I’m not sure if OpenAI added extra delay or not, but the bot play we saw felt more fair and looked more like a player with really good mechanics, rather than superhuman mechanics. There were definitely some crazy outplays but it didn’t look impossible for a human to do it - it just looked very, very difficult.

If I had to guess, it would be that the agent still processes input at the same speed, but has some fixed built-in delay between deciding an action and actually executing it. That would let you get more believable reactions without compromising your ability to observe environment changes that are only visible for fractions of a second.

Limited Hero Pool is a Bit Disappointing

I think it’s pretty awesome that OpenAI Five won, but one thing I’m interested by is the potential for AI to explore the hero pool and identify strategies that pro players have overlooked. We saw this in Go with the 3-3 invasion followup. We saw this in AlphaStar, with the strength of well microed Stalkers, although the micro requirements seem very high. With OpenAI Five, we saw that perhaps early buybacks have value, although again, it’s questionable whether this makes sense or whether the bot is just playing weird. (And the bot does play weird, even if it does win anyways.)

When you have a limited hero pool, you can’t learn about unimplemented heroes, and therefore the learned strategies may not generalize to full DotA 2, which limits the insights humans can take away from the bot’s play. And that’s a real shame.

It seems unlikely that we’ll see an expansion of the hero pool, given that this is the last planned public event. It’s a lot more compute for what is already a compute heavy project. It would also require learning how to draft, assuming draft works the same as the TI8 version. In the TI8 version, the win rate of every possible combination of heroes is evaluated, and the draft is done by picking the least exploitable next hero. Given a pool of 17 heroes, there are \(\binom{17}{5}\binom{12}{5}\cdot 2 = 9801792\) different hero combinations, which is small enough to be brute-forced. A full hero pool breaks this quick hack and requires using a learned approach instead. I’m sure it’s doable (there’s existing work for this), but it’s another hurdle that makes it look even more unlikely.

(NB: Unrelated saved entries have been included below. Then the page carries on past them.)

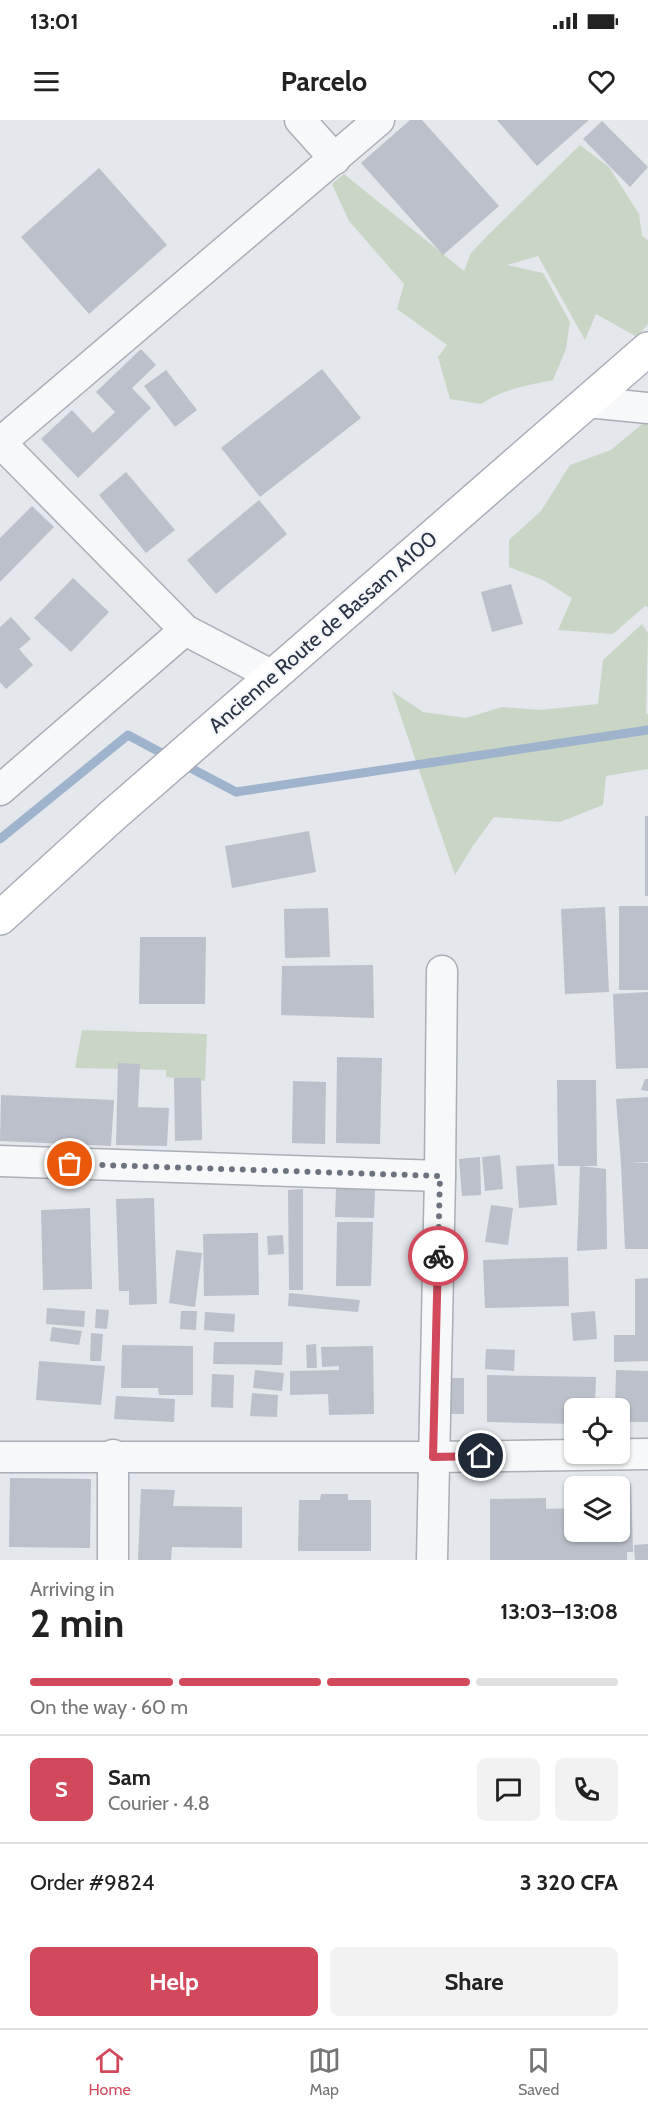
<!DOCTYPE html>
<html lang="en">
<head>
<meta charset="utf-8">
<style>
	:root { --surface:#fff; --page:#f2f2f2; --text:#222; --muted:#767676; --line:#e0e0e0; --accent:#d1495b }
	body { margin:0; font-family:Cabin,sans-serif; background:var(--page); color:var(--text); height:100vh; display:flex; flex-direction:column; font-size:22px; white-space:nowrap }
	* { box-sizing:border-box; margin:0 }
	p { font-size:20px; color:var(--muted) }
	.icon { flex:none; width:33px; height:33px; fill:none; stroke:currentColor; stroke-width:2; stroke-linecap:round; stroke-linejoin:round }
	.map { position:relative; height:1440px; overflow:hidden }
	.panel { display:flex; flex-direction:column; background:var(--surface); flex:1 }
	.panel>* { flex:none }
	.fabs { position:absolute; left:564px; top:1278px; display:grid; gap:12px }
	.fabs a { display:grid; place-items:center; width:66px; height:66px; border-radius:9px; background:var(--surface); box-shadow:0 2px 4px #0004; font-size:30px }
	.pin { position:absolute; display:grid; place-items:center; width:51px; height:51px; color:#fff; margin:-26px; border:3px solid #fff; border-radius:50%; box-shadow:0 2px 6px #0007 }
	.courier { position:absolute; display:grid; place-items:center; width:60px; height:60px; margin:-30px; border:4px solid #d1495b; border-radius:50%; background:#fff; color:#222; box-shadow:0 2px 8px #0007 }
	.summary em { font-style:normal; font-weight:700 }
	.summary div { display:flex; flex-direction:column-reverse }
	.summary { display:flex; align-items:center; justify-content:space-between; height:102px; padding:0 30px }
	h1 { font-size:39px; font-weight:700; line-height:45px }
	.bar { display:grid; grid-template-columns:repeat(4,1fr); gap:9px 6px; align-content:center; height:72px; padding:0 30px }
	.bar i { height:8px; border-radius:4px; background:var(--line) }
	.bar .selected { background:var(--accent) }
	.bar p { grid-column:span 4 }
	.line { display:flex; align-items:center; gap:15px; padding:0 30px; border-top:2px solid var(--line) }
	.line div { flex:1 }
	.round { display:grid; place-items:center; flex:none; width:63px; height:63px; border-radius:9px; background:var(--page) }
	.action { display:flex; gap:12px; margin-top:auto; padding:12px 30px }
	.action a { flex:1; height:69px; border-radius:9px; background:var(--accent); color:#fff; font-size:24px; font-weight:700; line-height:69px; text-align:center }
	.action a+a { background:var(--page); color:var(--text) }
	.status { display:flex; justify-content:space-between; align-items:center; height:42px; padding:0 30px; background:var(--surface); direction:ltr }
	.status svg { height:16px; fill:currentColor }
	header { display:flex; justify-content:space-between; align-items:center; height:78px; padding:0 30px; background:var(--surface); font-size:27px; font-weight:700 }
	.menu { display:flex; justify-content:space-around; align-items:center; height:84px; border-top:2px solid var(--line); background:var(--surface); font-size:16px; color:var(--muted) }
	.menu a { display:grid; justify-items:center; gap:3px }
	.menu .selected { color:var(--accent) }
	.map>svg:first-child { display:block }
	.green { fill:#c9d6c5 }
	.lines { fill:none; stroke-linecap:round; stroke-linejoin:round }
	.stream { stroke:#9fb4cc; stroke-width:9 }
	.building { fill:#bbc0ca }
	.street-casing { stroke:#a9aeb7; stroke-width:33 }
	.secondary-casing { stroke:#a9aeb7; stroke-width:36 }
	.street { stroke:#f7f8fa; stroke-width:30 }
	.secondary { stroke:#fff; stroke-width:33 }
	.done { stroke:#6c737f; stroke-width:6; stroke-dasharray:0 10.8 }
	.route { stroke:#d1495b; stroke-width:8 }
	.labels { text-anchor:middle; stroke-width:4.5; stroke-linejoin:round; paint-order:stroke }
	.street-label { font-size:21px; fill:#2b3445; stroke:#f4f6f9 }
</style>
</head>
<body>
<div class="status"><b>13:01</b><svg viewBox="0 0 49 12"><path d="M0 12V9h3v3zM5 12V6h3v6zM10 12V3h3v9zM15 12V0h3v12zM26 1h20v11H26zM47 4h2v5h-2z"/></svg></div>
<header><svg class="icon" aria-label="menu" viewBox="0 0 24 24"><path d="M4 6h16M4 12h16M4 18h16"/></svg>Parcelo<svg class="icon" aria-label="heart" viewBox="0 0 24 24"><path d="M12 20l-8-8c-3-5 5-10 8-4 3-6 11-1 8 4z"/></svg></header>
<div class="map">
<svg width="648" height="1440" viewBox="0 0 648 1440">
	<rect width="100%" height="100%" fill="#e4e7ec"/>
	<g class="green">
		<path d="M580,25L609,47L639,94L642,116L648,120V204L637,217L596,194L585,220L538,136L507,145L543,153L570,202L566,229L553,260C527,265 504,269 481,284L450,279L438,237L447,225L397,189L404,164L349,101L332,64L344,54L464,151L471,133L487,116Z"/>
		<polygon points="648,299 648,487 645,486 613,514 558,510 572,478 543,460 509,447 509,420 541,391 570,345 611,330"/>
		<polygon points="642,504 648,513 646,594 648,594 648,649 606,656 603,685 560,702 494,697 472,727 455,755 392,571 423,592 466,598 502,587 540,590 598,584 603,540"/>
		<polygon points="82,910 207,914 205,961 166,957 166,950 75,948"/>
	</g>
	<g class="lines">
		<g class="stream">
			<polyline points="181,643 236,672 648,610"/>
			<polyline points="0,719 128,615 169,637"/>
		</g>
	</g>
	<g class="building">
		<polygon points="410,0 422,0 499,86 443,135 361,43"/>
		<polygon points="497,0 589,0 537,46"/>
		<polygon points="602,1 648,47 630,67 583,19"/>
		<polygon points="99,48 167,125 89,194 21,117"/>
		<polygon points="141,229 156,245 132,268 151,288 78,358 41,319 72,290 93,313 115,292 96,272"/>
		<polygon points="322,249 361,298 260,377 221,328"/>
		<polygon points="166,250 197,290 175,307 144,266"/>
		<polygon points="126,352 175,410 146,433 99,375"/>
		<polygon points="259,380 287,414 216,474 187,440"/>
		<polygon points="32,386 54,407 0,462 0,418"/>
		<polygon points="73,458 109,492 71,532 34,498"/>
		<polygon points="511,464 523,504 492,512 481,472"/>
		<polygon points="11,497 31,519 19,529 33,545 6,569 0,562 0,507"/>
		<rect x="645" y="696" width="3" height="80"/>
		<polygon points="309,711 316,752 232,768 225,726"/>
		<rect x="619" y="786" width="29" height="84"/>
		<polygon points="605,787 609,872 565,874 561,789"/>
		<polygon points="328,788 330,837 285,838 284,789"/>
		<polygon points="140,817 206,817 205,884 139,884"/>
		<polygon points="373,845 374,898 281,895 282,846"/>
		<polygon points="648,872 648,948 616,949 613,874"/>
		<polygon points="337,937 382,938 380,1024 336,1023"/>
		<polygon points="118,943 140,944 138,987 169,988 167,1026 116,1025"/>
		<polygon points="174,958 201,958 202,1020 175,1021"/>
		<polygon points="645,959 648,959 648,971 641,970"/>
		<polygon points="557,960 596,960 597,1046 558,1046"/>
		<polygon points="293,961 326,962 325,1024 292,1023"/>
		<polygon points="1,975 114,980 111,1026 0,1021"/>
		<polygon points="648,977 648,1042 630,1043 648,1043 648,1129 625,1129 621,1044 616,979"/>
		<polygon points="500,1035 503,1069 485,1071 482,1037"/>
		<polygon points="480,1037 481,1075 462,1076 459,1039"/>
		<polygon points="554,1044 557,1085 519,1088 516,1046"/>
		<polygon points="580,1046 606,1049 607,1129 577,1131"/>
		<polygon points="336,1067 375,1068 374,1098 335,1097"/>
		<polygon points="303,1069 303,1170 289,1170 288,1070"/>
		<polygon points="154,1078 157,1184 129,1185 129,1171 119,1171 116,1079"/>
		<polygon points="491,1085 513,1088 508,1125 485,1122"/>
		<polygon points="90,1088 92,1169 43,1170 41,1090"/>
		<polygon points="337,1102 373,1102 371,1166 336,1166"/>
		<polygon points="258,1113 259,1175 204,1176 203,1114"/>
		<polygon points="283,1115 284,1134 268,1135 267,1116"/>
		<polygon points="176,1130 202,1133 195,1187 169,1183"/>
		<polygon points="568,1137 569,1186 485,1188 483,1140"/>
		<polygon points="648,1158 648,1241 614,1242 614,1215 635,1215 635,1159"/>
		<polygon points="289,1173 360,1180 358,1192 288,1186"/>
		<polygon points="47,1188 85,1191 84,1207 46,1204"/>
		<polygon points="96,1189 109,1190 107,1209 95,1208"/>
		<polygon points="181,1191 197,1191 196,1210 180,1209"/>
		<polygon points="595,1191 597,1219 573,1221 571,1193"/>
		<polygon points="205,1192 235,1194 234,1212 204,1210"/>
		<polygon points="52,1207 82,1211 79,1225 50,1221"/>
		<polygon points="91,1213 103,1214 101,1241 90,1241"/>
		<polygon points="214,1222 283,1222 282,1245 213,1244"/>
		<polygon points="316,1224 317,1248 307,1248 306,1225"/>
		<polygon points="122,1225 193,1226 193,1275 159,1275 158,1268 121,1268"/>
		<polygon points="373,1226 374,1294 329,1295 328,1274 290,1275 290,1251 339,1250 339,1246 322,1247 321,1227"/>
		<polygon points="486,1229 515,1230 514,1251 485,1249"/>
		<polygon points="39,1241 105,1246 101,1285 36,1280"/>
		<polygon points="255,1250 284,1253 282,1271 253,1268"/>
		<polygon points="616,1250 648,1251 648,1302 620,1302 620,1288 615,1288"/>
		<polygon points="212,1254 234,1255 233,1288 211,1287"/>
		<polygon points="487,1255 596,1257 595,1288 574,1288 574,1304 487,1302"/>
		<polygon points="449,1258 464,1258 464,1294 450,1294"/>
		<polygon points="252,1273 278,1275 277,1297 250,1296"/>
		<polygon points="116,1276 175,1279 174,1302 114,1299"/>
		<polygon points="10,1358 91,1359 90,1428 9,1427"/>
		<polygon points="631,1363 633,1432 627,1432 627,1440 490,1440 490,1379 546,1378 546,1389 574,1388 574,1412 620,1412 620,1366 593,1366 593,1365"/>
		<polygon points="141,1369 175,1370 173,1386 242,1387 242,1428 172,1427 171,1440 138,1440"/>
		<polygon points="321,1374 348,1374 348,1380 371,1380 371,1431 298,1431 299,1380 320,1380"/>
		<polygon points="648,1424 648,1440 635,1440 634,1425"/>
	</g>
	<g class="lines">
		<defs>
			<g id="street">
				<polyline points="300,0 335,39"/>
				<polyline points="587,282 648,288"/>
				<polyline points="0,322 185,510 273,556"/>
				<polyline points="1,322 379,0"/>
				<polyline points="0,670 185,510"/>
				<polyline points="0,1041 440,1056"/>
				<polyline points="113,1335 113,1440"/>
				<polyline points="0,1337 433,1337 648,1334"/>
				<polyline points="432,1440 440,1056 442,851"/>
			</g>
			<polyline id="secondary" points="0,798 112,696 648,229"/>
		</defs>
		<use href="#street" class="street-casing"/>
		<use href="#secondary" class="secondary-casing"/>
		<use href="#street" class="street"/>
		<use href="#secondary" class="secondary"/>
	</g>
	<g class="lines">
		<polyline class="done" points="70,1044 440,1056 438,1136"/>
		<polyline class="route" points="438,1136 433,1337 481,1336"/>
	</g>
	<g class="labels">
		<g class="street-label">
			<text transform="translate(323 512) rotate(-41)" y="7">Ancienne Route de Bassam A100</text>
		</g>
	</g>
</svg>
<div class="fabs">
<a><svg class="icon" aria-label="locate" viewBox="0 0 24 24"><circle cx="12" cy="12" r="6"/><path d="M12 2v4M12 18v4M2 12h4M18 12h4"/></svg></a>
<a><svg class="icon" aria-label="layers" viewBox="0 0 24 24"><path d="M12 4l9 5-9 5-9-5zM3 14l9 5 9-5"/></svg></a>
</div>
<div class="pin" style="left:70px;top:1044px;background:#ea580c"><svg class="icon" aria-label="bag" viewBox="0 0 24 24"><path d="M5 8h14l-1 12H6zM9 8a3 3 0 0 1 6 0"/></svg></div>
<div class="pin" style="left:481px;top:1336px;background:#1f2937"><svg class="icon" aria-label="home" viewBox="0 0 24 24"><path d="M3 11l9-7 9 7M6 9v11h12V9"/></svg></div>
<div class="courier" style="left:438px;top:1136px"><svg class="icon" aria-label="bike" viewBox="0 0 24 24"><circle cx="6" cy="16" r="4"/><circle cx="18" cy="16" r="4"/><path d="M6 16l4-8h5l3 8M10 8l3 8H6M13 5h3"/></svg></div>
</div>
<section class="panel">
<div class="summary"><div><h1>2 min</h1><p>Arriving in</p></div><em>13:03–13:08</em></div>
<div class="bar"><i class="selected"></i><i class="selected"></i><i class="selected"></i><i></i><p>On the way · 60 m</p></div>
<div class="line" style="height:108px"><b class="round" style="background:var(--accent);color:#fff">S</b><div><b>Sam</b><p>Courier · 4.8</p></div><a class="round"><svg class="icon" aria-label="chat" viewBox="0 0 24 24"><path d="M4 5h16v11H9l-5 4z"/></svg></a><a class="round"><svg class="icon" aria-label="phone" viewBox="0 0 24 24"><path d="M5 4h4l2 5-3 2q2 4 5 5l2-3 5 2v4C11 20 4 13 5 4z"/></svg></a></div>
<div class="line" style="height:78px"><div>Order #9824</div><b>3 320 CFA</b></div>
<div class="action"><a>Help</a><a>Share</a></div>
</section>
<nav class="menu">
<a class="selected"><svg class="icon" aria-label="home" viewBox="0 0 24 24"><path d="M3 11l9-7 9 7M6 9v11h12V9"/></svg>Home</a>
<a><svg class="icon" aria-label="map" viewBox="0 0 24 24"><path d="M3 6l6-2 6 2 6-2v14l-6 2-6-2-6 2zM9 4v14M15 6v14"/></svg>Map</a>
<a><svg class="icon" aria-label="saved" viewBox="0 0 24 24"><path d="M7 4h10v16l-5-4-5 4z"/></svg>Saved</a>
</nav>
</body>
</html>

A Million 3k MMR Teams at Five Million Keyboards Have to Win Eventually

At the end of the match, OpenAI announced that they were opening sign-ups to allow everyone to play against or with OpenAI Five. It’s only going to be up for a few days, but it’s still exciting nonetheless. I have no idea how much the inference will cost in cloud credit (which is presumably why it’s only running for a few days).

I fully expect somebody to figure out a cheese strategy that the bot has trouble handling. I also expect every pro team to try beating it for kicks, because if they can beat it consistently, can you imagine how much free PR they’d get? If they don’t beat it, they don’t have to say anything, so it seems like a win-win.

There is a chance that the bot is genuinely too good, in an “AlphaGo Master goes 60-0 against pros” kind of way, but that was 60 games, and way more than 60 people are going to try to beat OpenAI Five. They’re not all going to be pros, but scale is going to matter more than skill here.

When OpenAI let TI attendees play their 1v1 bot that beat several pros, people were able to find all sorts of cheese strategies that worked. It was an older version of the bot, so perhaps history doesn’t have precedence, but I’m going to guess somebody is going to figure out something sufficiently out-of-distribution.

We Still Take Pride in Few Shot Learning

In the interview with Purge after the match, OG N0tail had an interesting comment

Purge: If you guys got to play 5 matches right now against them, do you think you could take at least 1 win?

N0tail: Yeah, for sure. For sure 1 win. If we played 10, we’d start winning more, and if we could play 50 games against them, I believe we’d start winning very very reliably.

Source

He later elaborated that he felt the bot had exploitable flaws in how it played around vision, but I think the more important note is that we take pride in our ability to actively try new things based on very few examples. The debate over how to do this is endless, but it makes me think that if somebody manages to demo impressive few-shot learning, we’ll start running out of excuses about AI.